• Directions:
Could you restate the data word for word?

********************

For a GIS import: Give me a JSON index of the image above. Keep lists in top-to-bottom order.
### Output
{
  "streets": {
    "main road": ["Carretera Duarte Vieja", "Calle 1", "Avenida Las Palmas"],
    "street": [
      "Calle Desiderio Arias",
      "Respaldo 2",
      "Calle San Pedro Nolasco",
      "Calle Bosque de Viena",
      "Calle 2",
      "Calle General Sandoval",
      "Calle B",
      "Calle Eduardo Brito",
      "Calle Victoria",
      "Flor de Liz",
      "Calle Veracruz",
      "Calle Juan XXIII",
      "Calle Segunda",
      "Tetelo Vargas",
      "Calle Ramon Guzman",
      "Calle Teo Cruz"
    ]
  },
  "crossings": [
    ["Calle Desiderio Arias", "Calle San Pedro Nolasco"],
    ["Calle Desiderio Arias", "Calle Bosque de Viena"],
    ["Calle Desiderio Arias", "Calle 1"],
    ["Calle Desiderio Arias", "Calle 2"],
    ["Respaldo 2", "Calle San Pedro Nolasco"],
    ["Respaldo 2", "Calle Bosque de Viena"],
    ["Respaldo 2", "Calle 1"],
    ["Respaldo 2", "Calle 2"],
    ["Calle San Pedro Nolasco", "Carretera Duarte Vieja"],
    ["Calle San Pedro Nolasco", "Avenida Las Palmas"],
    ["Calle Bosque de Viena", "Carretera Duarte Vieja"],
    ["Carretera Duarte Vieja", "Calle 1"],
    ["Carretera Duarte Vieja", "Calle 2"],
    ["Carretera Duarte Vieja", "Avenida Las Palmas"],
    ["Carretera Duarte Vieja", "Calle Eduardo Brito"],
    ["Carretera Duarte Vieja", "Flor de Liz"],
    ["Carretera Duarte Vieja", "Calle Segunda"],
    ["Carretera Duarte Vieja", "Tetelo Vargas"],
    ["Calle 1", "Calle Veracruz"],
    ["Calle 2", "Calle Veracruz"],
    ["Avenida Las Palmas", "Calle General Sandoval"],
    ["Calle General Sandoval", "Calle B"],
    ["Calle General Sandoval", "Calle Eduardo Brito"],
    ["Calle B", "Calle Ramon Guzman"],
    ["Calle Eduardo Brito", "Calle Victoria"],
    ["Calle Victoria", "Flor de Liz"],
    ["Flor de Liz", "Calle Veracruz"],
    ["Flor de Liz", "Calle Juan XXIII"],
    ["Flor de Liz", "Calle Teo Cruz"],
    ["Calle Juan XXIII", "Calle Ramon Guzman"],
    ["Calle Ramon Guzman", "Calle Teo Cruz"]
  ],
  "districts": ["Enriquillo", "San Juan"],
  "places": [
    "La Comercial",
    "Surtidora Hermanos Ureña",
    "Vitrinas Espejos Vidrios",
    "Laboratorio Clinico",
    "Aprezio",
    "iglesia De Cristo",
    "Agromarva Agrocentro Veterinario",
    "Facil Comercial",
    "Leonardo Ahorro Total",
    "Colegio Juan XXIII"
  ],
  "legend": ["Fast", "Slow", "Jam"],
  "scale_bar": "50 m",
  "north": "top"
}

********************

• Answer box:
For a GIS import: Give me a JSON index of the image above. Keep lists in top-to-bottom order.
### Output
{
  "streets": {
    "main road": ["Carretera Duarte Vieja", "Calle 1", "Avenida Las Palmas"],
    "street": [
      "Calle Desiderio Arias",
      "Respaldo 2",
      "Calle San Pedro Nolasco",
      "Calle Bosque de Viena",
      "Calle 2",
      "Calle General Sandoval",
      "Calle B",
      "Calle Eduardo Brito",
      "Calle Victoria",
      "Flor de Liz",
      "Calle Veracruz",
      "Calle Juan XXIII",
      "Calle Segunda",
      "Tetelo Vargas",
      "Calle Ramon Guzman",
      "Calle Teo Cruz"
    ]
  },
  "crossings": [
    ["Calle Desiderio Arias", "Calle San Pedro Nolasco"],
    ["Calle Desiderio Arias", "Calle Bosque de Viena"],
    ["Calle Desiderio Arias", "Calle 1"],
    ["Calle Desiderio Arias", "Calle 2"],
    ["Respaldo 2", "Calle San Pedro Nolasco"],
    ["Respaldo 2", "Calle Bosque de Viena"],
    ["Respaldo 2", "Calle 1"],
    ["Respaldo 2", "Calle 2"],
    ["Calle San Pedro Nolasco", "Carretera Duarte Vieja"],
    ["Calle San Pedro Nolasco", "Avenida Las Palmas"],
    ["Calle Bosque de Viena", "Carretera Duarte Vieja"],
    ["Carretera Duarte Vieja", "Calle 1"],
    ["Carretera Duarte Vieja", "Calle 2"],
    ["Carretera Duarte Vieja", "Avenida Las Palmas"],
    ["Carretera Duarte Vieja", "Calle Eduardo Brito"],
    ["Carretera Duarte Vieja", "Flor de Liz"],
    ["Carretera Duarte Vieja", "Calle Segunda"],
    ["Carretera Duarte Vieja", "Tetelo Vargas"],
    ["Calle 1", "Calle Veracruz"],
    ["Calle 2", "Calle Veracruz"],
    ["Avenida Las Palmas", "Calle General Sandoval"],
    ["Calle General Sandoval", "Calle B"],
    ["Calle General Sandoval", "Calle Eduardo Brito"],
    ["Calle B", "Calle Ramon Guzman"],
    ["Calle Eduardo Brito", "Calle Victoria"],
    ["Calle Victoria", "Flor de Liz"],
    ["Flor de Liz", "Calle Veracruz"],
    ["Flor de Liz", "Calle Juan XXIII"],
    ["Flor de Liz", "Calle Teo Cruz"],
    ["Calle Juan XXIII", "Calle Ramon Guzman"],
    ["Calle Ramon Guzman", "Calle Teo Cruz"]
  ],
  "districts": ["Enriquillo", "San Juan"],
  "places": [
    "La Comercial",
    "Surtidora Hermanos Ureña",
    "Vitrinas Espejos Vidrios",
    "Laboratorio Clinico",
    "Aprezio",
    "iglesia De Cristo",
    "Agromarva Agrocentro Veterinario",
    "Facil Comercial",
    "Leonardo Ahorro Total",
    "Colegio Juan XXIII"
  ],
  "legend": ["Fast", "Slow", "Jam"],
  "scale_bar": "50 m",
  "north": "top"
}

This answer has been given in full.